A display rather than a sign the guy actually spent any time reading.

“It’s too perfect,” I grumbled, annoyed. The apartment wasn’t just clean; it lacked any real sense of life, personality, or individualism. And while I knew that sometimes people lived that way, Cassidy didn’t. He’d been more frat boy than showroom sheik.

“Trash is empty, so is the fridge. Like he was gone before the building crossed the Veil,” Wade said.

And that was the problem, wasn’t it? How would he know? Would he have expected us to look into him and cleared it out? Or would he know the Veil would swallow the whole building, and the crew from the other side would ignore the sterility of his place?

I glared at my Taser on the counter. He’d left it for me to find like a breadcrumb or a taunt. If there was one thing I was known for in Homicide, it was my tenacity. I looked at Remi, trying to gauge if he saw something I couldn’t, but he shook his head at me.

“If he was doing magic, it wasn’t here,” Remi said.

“What about the rooftop deck?” I asked, recalling the time we’d run into him in the elevator.

“Would he do something that easy to find?” Angel asked.

I shrugged. “Maybe it’s like a lot of the extras these high-end places offer, rarely used.” As I recalled the dream, I wondered why I’d gone up a thousand stairs. Was it indicating the roof deck? Or simply trying to get me to give up?

Angel stared at me for a long minute, then nodded.

“Let’s split teams. One larger team to comb the rest of the building, and one smaller team to look at the roof deck.

” He studied the teams for a minute. “Victor, Kerry, Jude and me, with two wolves as backup. The rest to clear the rest of the apartments.” He glanced at Remi. “You’ll be able to see magic residue?”

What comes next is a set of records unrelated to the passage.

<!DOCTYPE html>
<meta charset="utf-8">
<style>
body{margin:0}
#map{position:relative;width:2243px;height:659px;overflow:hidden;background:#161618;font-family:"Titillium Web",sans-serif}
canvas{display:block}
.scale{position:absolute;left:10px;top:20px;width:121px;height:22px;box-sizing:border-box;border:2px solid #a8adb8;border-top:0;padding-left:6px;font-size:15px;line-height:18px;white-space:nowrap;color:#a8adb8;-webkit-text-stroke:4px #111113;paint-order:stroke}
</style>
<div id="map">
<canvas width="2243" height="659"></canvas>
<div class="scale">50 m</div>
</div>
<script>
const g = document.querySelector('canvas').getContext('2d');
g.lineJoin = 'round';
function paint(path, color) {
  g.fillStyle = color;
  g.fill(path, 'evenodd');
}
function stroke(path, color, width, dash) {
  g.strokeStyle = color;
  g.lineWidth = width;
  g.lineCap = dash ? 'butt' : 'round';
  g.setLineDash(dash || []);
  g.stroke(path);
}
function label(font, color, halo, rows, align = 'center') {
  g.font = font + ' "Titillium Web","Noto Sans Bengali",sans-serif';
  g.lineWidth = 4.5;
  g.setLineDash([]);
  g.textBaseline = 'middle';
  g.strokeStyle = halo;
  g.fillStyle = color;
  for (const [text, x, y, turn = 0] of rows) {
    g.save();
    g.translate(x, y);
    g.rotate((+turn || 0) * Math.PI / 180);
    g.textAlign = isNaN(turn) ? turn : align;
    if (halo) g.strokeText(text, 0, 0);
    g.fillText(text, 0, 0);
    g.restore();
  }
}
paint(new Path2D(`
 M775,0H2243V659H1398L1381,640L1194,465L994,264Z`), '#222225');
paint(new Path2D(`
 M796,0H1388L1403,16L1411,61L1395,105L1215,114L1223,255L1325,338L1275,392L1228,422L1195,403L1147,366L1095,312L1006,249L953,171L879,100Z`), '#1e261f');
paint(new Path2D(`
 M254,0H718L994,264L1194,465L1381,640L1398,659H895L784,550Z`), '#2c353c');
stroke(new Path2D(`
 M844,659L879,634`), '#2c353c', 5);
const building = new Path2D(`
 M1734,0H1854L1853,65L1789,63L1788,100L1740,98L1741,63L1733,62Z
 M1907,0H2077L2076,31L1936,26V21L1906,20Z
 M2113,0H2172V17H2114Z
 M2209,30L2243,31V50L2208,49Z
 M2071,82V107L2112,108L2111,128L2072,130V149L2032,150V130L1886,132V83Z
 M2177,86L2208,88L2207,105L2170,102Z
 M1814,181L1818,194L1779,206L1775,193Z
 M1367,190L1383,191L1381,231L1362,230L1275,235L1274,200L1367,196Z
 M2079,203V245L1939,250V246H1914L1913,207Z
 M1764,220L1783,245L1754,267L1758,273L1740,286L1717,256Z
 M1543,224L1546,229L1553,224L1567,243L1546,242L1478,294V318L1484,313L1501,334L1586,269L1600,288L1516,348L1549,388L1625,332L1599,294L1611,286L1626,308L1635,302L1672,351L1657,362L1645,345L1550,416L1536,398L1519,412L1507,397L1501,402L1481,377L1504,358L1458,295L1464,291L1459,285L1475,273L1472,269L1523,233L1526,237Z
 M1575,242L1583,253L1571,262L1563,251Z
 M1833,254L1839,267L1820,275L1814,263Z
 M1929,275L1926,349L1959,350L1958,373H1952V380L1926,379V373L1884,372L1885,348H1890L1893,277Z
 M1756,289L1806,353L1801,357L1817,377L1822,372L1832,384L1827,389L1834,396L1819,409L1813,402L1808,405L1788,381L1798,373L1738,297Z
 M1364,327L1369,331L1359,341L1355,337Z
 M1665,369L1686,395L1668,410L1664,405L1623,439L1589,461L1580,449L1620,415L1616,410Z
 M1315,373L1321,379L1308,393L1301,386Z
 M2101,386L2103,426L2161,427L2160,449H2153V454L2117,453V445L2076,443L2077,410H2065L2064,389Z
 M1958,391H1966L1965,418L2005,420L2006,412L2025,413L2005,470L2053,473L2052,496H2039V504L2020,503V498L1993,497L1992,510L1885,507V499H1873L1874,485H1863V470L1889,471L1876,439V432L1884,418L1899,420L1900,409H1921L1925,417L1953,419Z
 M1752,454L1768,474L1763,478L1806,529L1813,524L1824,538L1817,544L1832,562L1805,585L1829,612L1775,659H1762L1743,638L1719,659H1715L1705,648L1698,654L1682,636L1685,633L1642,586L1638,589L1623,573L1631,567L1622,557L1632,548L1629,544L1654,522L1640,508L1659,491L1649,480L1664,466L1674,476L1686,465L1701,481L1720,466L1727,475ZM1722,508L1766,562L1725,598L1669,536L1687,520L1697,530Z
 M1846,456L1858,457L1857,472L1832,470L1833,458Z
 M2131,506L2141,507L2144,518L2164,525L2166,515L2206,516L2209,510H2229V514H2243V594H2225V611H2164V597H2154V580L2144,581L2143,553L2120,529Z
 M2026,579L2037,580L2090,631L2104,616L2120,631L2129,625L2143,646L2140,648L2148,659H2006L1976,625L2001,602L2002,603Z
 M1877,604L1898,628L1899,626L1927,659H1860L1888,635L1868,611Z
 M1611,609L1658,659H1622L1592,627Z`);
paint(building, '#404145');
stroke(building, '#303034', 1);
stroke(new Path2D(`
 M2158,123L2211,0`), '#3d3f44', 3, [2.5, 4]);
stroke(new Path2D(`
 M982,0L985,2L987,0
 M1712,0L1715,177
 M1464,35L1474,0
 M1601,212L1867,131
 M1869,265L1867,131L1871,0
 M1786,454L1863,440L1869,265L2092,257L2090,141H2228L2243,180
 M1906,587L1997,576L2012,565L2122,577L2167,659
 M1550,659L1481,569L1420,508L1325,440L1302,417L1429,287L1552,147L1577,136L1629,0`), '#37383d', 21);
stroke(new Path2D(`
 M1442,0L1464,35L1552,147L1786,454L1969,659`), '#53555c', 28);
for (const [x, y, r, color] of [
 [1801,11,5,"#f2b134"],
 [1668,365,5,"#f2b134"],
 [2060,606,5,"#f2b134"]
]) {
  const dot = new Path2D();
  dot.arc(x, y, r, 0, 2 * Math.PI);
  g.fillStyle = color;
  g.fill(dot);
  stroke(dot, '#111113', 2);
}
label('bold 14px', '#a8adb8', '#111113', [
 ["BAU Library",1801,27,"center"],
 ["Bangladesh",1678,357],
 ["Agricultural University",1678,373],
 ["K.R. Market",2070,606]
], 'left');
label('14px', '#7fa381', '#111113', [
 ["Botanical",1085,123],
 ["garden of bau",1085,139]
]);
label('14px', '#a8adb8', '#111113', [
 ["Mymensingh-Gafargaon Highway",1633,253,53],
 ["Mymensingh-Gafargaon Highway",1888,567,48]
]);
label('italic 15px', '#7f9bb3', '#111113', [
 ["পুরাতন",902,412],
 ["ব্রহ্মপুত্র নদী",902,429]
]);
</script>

He nodded. “For the most part.”

“You’ll call if you think you need our scanners?” Bobby asked, holding up one of his many devices.

“Yeah. If Jude sees something, we’ll call. Be careful.”

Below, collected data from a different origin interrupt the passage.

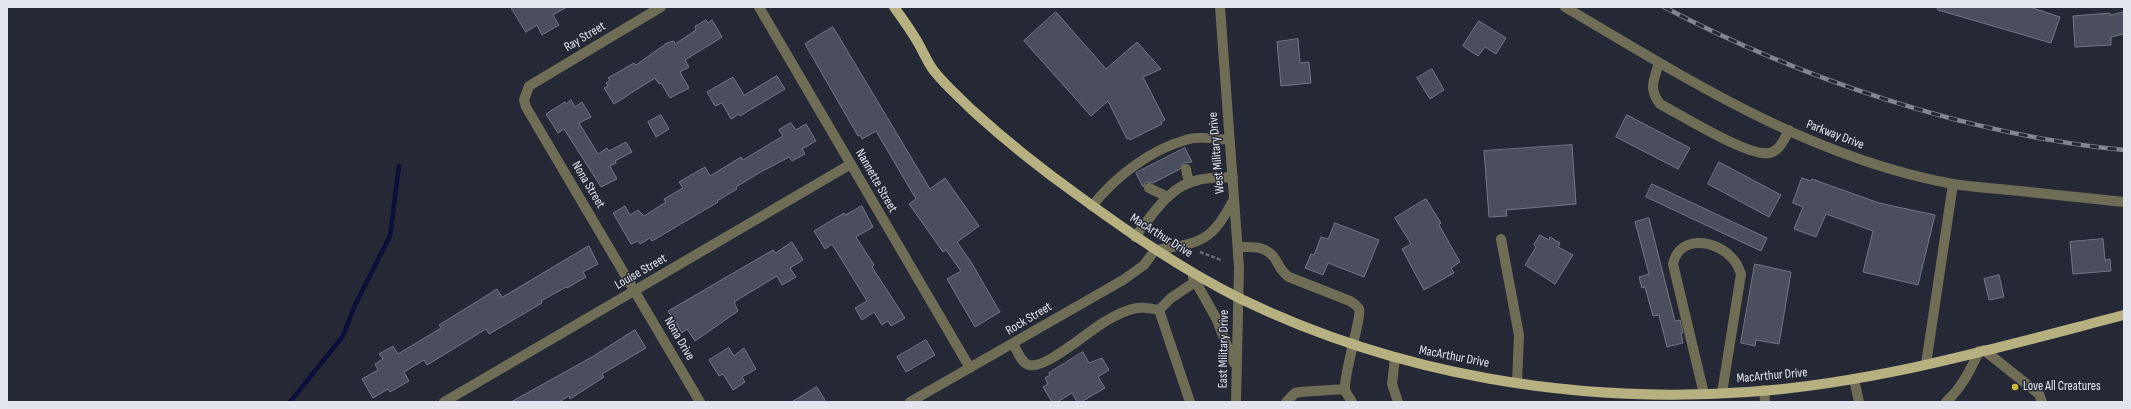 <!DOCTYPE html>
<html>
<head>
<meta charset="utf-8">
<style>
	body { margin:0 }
	#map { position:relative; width:2131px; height:409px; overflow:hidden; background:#252936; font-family:"Sofia Sans Condensed",sans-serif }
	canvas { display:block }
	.frame { position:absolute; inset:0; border:8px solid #e2e5ee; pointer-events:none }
</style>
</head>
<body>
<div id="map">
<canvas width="2131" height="409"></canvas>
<div class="frame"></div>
</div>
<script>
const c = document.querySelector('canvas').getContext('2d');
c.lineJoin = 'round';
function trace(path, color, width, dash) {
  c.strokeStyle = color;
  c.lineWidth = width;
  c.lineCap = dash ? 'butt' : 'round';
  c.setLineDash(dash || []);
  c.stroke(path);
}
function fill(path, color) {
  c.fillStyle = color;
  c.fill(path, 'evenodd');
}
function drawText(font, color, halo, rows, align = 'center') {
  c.font = font + ' "Sofia Sans Condensed",sans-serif';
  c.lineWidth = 3;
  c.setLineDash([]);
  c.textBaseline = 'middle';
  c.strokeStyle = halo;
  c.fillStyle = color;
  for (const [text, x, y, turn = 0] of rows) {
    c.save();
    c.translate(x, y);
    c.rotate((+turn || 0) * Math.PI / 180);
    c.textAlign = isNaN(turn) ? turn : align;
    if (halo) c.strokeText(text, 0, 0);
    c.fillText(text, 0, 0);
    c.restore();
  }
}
trace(new Path2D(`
	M290 402 343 336 355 305 390 236 399 166`), '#0c1038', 4.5);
const building = new Path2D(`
	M511 7H567L553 15 559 25 542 35 537 25 526 32Z
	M1938 7H2030L2060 17 2051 43 1938 10Z
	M1056 12 1106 69 1137 42 1161 69 1143 77 1165 120 1161 122 1162 124 1130 140 1129 138 1127 139 1108 101 1091 116 1024 41Z
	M2124 12V34L2111 37V45L2075 47 2073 16 2110 13V15Z
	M706 20 708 23 712 20 722 37 685 60 689 67 680 72 689 88 670 98 661 83 659 84 655 78 614 104 604 88 608 86 606 83 610 80 608 78 634 63 636 65 667 43 674 41 675 44 696 30 695 27Z
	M1479 21 1506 38 1496 54 1485 47 1478 56 1463 46Z
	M833 27 930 189 945 178 979 226 957 242 971 262 1000 312 975 327 947 279 961 271 946 250 943 252 909 204 916 199 876 131 862 139 860 135 858 136 805 44Z
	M1298 39 1300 63 1309 62 1311 83 1281 86 1277 42Z
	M1432 69 1444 90 1430 99 1417 78Z
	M777 76 785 89 740 116 739 114 731 119 722 103 715 106 707 92 733 77 744 95Z
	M571 100 575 107 582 102 591 117 579 123 598 154 607 148 609 151 626 142 632 152 615 161 616 163 610 166 617 179 601 187 564 129 558 133 546 114 565 102 566 104Z
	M661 115 669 129 656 137 648 122Z
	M1627 115 1690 148 1678 169 1616 137Z
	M791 123 796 130 806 124 816 141 802 149 805 154 792 161 789 157 759 173 736 187 737 189 717 201 718 202 652 241 650 238 640 244 638 241 631 244 613 213 625 206 630 215 638 210 644 216 666 202 664 199 683 188 679 182 705 167 710 176 741 157 743 160 783 136 779 130Z
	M1572 145 1576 204 1506 210 1507 216 1489 217 1484 151Z
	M1185 148 1192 162 1184 163 1180 169 1153 183 1146 182 1143 187 1136 173Z
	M1719 162 1781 195 1769 217 1708 184Z
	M1802 178 1811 181 1812 179 1879 203 1935 215 1918 285 1863 272 1873 231 1826 214 1816 237 1794 229 1803 207 1793 203Z
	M1652 184 1767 238 1761 251 1646 197Z
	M1426 199 1441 223 1439 225 1460 262 1451 268 1454 273 1424 290 1402 249 1411 244 1395 218Z
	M862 206 873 227 856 237 874 265 872 267 905 318 891 326 888 321 882 325 874 312 862 320 855 308 867 301 832 244 825 249 814 231 844 213 845 215Z
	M1649 218 1675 321 1680 320 1683 333H1681L1683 343 1667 347 1659 315 1653 316 1645 287 1642 288 1639 277 1649 274 1635 222Z
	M1335 223 1379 240 1364 277 1328 263 1323 275 1305 268 1311 254 1314 255 1321 237 1328 239Z
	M1540 235 1549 240 1550 237 1560 243 1558 247 1573 255 1555 284 1525 265 1536 247 1534 245Z
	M2103 239 2105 260 2110 259 2111 271 2073 274 2070 242Z
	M792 242 803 260 790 268 796 277 782 285 777 276 734 302 738 311 695 341 687 329 682 333 668 311 773 250 775 253Z
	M589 246 598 264 583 272 586 277 567 288 566 287 541 301 542 303 489 334 486 329 427 365 424 360 404 372 409 381 390 392 388 389 373 398 362 379 378 370 375 364 383 359 379 354 393 346 398 354 441 328 439 325 497 289 502 297Z
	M1755 264 1791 272 1779 344 1756 340 1755 346 1741 343Z
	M1999 275 2004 297 1989 300 1984 279Z
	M635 330 646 348 602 374 604 377 570 399 569 396 559 402H511L592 357Z
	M926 340 935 355 906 372 897 357Z
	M729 348 734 356 744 348 756 369 742 377 745 382 733 390 723 374 719 376 709 360Z
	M1083 352 1089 363 1102 358 1109 370 1098 377 1105 388 1081 402H1077L1072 393 1057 402H1052L1043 387 1048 384 1045 378 1050 375 1049 373Z
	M817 387 826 402H792Z`);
fill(building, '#4a4e5d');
trace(building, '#727787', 1);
trace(new Path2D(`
	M1200 252 1221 260`), '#676a76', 2.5, [4, 2]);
trace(new Path2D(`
	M661 7 529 86 524 100 526 107 700 402
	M759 7 970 368
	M1220 7 1239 267 1236 402
	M1565 7C1687 79 1810 158 1953 184 1971 187 1991 188 2010 190 2048 194 2086 198 2124 202
	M1659 63C1654 80 1648 88 1660 104 1681 115 1748 157 1769 153 1780 151 1784 139 1789 130
	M1186 169 1189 183
	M1149 188 1168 197
	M1092 206C1116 176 1151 149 1189 139 1201 136 1217 139 1229 140
	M1135 237C1152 215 1169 186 1198 180 1209 177 1221 178 1233 177
	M1501 239 1519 335 1517 383
	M1238 247C1254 247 1268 245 1277 262 1280 268 1283 273 1289 277L1350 301C1353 303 1357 305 1359 309 1362 316 1344 373 1345 388 1345 393 1350 398 1352 402
	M1193 277 1216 318 1234 363
	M1013 344C1017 350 1021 363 1029 365 1045 370 1091 329 1106 321 1116 315 1126 310 1137 308 1144 307 1151 308 1159 310
	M1984 350 2039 394 2042 402
	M1395 358 1392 384 1398 402
	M1926 364 1953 184
	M1854 379 1859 402
	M1764 390 1765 402
	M1704 394 1673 264C1679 235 1715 239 1732 258 1736 262 1739 268 1741 274L1722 393
	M444 402 851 164
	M910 402 1123 280 1144 265 1155 250C1202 243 1211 242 1234 199
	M1190 402 1159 310 1171 298 1195 282
	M1286 402 1295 393 1300 392 1345 389
	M1946 402C1962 387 1970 371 1979 351`), '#706d56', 10);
trace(new Path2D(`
	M894 7C902 18 910 29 917 41 923 51 927 62 934 71 945 85 959 97 972 110 1006 141 1041 169 1079 196 1131 234 1183 270 1241 299 1398 375 1575 404 1748 392 1876 383 2000 347 2124 315`), '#b7b080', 10);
const rail = new Path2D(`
	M1664 7C1801 79 1969 135 2124 150`);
trace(rail, '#828691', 4.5);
trace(rail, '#252936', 3, [9]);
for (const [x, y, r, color] of [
	[2015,387,4,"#ccb938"]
]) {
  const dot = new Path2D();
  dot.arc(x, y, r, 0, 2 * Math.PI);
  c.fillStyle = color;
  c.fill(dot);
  trace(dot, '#252936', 1.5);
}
drawText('13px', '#e2e5ee', '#252936', [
	["Ray Street",585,37,-31],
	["Parkway Drive",1835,135,21],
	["West Military Drive",1217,153,-95],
	["Nannette Street",876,181,60],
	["Nona Street",588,185,59],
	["MacArthur Drive",1161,236,32],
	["Louise Street",641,272,-30],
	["Rock Street",1029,319,-31],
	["Nona Drive",679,339,60],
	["East Military Drive",1224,349,-89],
	["MacArthur Drive",1454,357,11],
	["MacArthur Drive",1772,376,-5]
]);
drawText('13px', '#e2e5ee', '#252936', [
	["Love All Creatures",2023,387]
], 'left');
</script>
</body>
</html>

Angel gave the signal, and the teams moved fast melting into the stairwell to sweep the lower floors while our group turned toward the roof access.

The werewolves took point, their noses twitching at the stale air as we climbed.

Though any sign of the weird smoke I’d seen on the lower floors had vanished, even without maintaining my shield.

Each flight of stairs felt heavier than the last, because with every step, the dream came rushing back. The endless stairs. The weight in my lungs. The certainty that something waited for me at the top. I had a long heartbeat of worrying again about Ivan and had to remind myself he was safe.

When we reached the landing for the rooftop access, the door stood slightly ajar. No lock, chains, or any sort of coded entry. Just a sliver of twilight bleeding through the gap.

Victor pressed a finger to his lips and nudged it open with his boot.

The roof sprawled before us, clean white concrete, a sterile display of lounge chairs, and a fancy bar setup closed off with a padlock. Everything empty, untouched, and unremarkable.

Except for the strange, wriggling wall of shadow in the corner.